Feature selection for high-dimensional machinery fault diagnosis data using multiple models and Radial Basis Function networks

  • Authors:
  • Kui Zhang;Yuhua Li;Philip Scarf;Andrew Ball

  • Affiliations:
  • Centre of OR and Applied Statistics, Salford Business School, University of Salford, Manchester M5 4WT, UK;School of Computing and Intelligent Systems, The University of Ulster, Londonderry BT48 7JL, UK;Centre of OR and Applied Statistics, Salford Business School, University of Salford, Manchester M5 4WT, UK;School of Computing and Engineering, The University of Huddersfield, Huddersfield HD1 3DH, UK

  • Venue:
  • Neurocomputing
  • Year:
  • 2011

Quantified Score

Hi-index 0.01

Visualization

Abstract

The technique of machinery fault diagnosis has been greatly enhanced over recent years with the application of many pattern classification methods. However, these classification methods suffer from the ''curse of dimensionality'' when applied to high-dimensional fault diagnosis data. In order to solve the problem, this paper proposes a hybrid model which combines multiple feature selection models to select the most significant input features from all potentially relevant features. Among the models, eight filter models are used to pre-rank the candidate features. They include data variance, Pearson correlation coefficient, the Relief algorithm, Fisher score, class separability, chi-squared, information gain and gain ratio. These variable ranking models measure features from various perspectives, and lead to different ranking results.

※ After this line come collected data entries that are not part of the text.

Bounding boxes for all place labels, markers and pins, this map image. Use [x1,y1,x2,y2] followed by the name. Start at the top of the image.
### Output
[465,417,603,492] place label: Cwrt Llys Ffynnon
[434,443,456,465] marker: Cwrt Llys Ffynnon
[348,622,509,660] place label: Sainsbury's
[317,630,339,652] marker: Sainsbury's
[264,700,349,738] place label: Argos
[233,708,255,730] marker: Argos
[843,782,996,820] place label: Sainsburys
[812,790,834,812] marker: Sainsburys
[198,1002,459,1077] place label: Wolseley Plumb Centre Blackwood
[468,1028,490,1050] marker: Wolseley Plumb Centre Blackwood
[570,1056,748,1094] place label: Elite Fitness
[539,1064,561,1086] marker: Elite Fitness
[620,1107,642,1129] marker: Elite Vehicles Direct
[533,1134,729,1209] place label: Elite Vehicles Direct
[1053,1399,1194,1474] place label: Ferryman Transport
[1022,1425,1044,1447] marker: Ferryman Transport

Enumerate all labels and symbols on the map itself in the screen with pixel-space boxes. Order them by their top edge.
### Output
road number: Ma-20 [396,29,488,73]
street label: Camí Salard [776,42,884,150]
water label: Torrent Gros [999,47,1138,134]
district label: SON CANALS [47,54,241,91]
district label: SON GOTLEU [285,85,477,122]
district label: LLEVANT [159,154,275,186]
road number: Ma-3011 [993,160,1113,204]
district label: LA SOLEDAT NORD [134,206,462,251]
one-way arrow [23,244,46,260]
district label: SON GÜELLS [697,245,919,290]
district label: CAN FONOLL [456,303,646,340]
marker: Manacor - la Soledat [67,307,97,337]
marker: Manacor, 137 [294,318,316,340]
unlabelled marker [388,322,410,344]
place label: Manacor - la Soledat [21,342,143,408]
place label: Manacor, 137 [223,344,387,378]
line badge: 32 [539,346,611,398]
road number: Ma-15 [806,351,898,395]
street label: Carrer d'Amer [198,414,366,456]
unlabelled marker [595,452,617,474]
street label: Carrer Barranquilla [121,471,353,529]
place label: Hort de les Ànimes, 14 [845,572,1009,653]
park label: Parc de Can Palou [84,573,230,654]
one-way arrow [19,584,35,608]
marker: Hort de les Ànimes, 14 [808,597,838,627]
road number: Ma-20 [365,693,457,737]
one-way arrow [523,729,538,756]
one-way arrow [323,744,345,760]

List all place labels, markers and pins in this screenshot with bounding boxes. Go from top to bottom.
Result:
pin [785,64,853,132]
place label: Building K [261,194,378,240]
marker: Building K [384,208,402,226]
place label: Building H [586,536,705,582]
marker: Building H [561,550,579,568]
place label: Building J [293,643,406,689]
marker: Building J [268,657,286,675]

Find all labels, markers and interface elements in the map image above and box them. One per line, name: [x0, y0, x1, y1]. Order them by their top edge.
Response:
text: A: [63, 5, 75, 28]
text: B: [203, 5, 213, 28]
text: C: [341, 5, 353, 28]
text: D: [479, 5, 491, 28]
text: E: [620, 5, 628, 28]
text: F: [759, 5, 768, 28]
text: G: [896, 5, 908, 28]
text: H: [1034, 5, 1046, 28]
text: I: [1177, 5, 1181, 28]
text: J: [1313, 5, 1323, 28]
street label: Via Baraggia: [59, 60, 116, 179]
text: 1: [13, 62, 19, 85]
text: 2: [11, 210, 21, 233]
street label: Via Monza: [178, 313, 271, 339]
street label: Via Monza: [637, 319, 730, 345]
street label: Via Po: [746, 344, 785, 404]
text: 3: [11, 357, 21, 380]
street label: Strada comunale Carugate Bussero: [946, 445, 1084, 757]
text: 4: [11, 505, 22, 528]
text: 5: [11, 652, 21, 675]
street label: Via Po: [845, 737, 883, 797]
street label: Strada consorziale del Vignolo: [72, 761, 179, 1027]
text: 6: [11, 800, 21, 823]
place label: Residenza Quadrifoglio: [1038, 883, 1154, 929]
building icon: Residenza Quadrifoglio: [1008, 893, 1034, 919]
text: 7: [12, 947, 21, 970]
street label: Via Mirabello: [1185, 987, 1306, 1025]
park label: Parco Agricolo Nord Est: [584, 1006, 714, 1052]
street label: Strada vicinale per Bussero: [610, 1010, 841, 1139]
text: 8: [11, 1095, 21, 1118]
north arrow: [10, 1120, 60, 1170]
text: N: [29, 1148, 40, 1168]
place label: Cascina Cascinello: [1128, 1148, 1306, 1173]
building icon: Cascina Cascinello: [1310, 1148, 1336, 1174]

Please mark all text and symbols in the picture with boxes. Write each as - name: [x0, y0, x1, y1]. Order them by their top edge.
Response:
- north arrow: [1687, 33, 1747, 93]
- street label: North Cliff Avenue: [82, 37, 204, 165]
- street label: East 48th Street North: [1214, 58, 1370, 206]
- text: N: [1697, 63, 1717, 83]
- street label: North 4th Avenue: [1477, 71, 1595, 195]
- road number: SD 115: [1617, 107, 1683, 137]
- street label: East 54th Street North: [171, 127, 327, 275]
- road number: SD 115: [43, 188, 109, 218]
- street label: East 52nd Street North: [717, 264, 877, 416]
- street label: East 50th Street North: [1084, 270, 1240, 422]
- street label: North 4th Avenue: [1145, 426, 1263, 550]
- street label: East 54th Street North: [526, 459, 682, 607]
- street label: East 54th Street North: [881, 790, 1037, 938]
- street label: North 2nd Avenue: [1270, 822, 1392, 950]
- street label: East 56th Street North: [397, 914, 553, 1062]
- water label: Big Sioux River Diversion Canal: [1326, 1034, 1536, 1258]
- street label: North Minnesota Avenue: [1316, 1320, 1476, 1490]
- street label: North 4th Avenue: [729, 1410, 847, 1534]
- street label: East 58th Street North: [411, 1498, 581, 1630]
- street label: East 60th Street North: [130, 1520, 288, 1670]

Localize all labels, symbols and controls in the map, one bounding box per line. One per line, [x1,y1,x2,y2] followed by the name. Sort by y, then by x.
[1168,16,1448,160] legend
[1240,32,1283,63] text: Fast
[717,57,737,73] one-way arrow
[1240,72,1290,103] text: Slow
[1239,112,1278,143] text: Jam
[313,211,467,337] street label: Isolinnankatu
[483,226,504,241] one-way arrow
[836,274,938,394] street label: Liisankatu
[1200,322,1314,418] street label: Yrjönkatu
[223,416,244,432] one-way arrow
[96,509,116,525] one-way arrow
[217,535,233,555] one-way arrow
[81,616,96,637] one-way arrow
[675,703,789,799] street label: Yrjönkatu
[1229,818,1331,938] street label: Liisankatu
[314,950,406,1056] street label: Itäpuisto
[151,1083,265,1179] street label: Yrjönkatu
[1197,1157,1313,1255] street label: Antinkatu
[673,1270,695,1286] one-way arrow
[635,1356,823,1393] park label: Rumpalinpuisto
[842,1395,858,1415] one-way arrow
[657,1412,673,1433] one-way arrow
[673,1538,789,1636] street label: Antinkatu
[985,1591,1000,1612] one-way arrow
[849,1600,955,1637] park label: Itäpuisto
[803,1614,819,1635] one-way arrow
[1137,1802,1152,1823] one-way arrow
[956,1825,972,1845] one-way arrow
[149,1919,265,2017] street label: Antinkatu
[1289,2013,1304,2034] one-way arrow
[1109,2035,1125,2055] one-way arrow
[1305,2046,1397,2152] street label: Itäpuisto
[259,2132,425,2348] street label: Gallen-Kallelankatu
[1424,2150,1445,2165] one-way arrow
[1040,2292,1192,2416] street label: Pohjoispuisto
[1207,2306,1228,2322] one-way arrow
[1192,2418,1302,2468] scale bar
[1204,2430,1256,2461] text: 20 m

Based on the effect of the ranking results on the Radial Basis Function (RBF) classification, a weighted voting scheme is then introduced to re-rank features. Furthermore, two wrapper models, a Binary Search (BS) model and a Sequential Backward Search (SBS) model are utilized to minimize the number of relevant features. To demonstrate the potential for applying the method to machinery fault diagnosis, two case studies are discussed. The experiment results support the conclusion that this method is useful for revealing fault-related frequency features.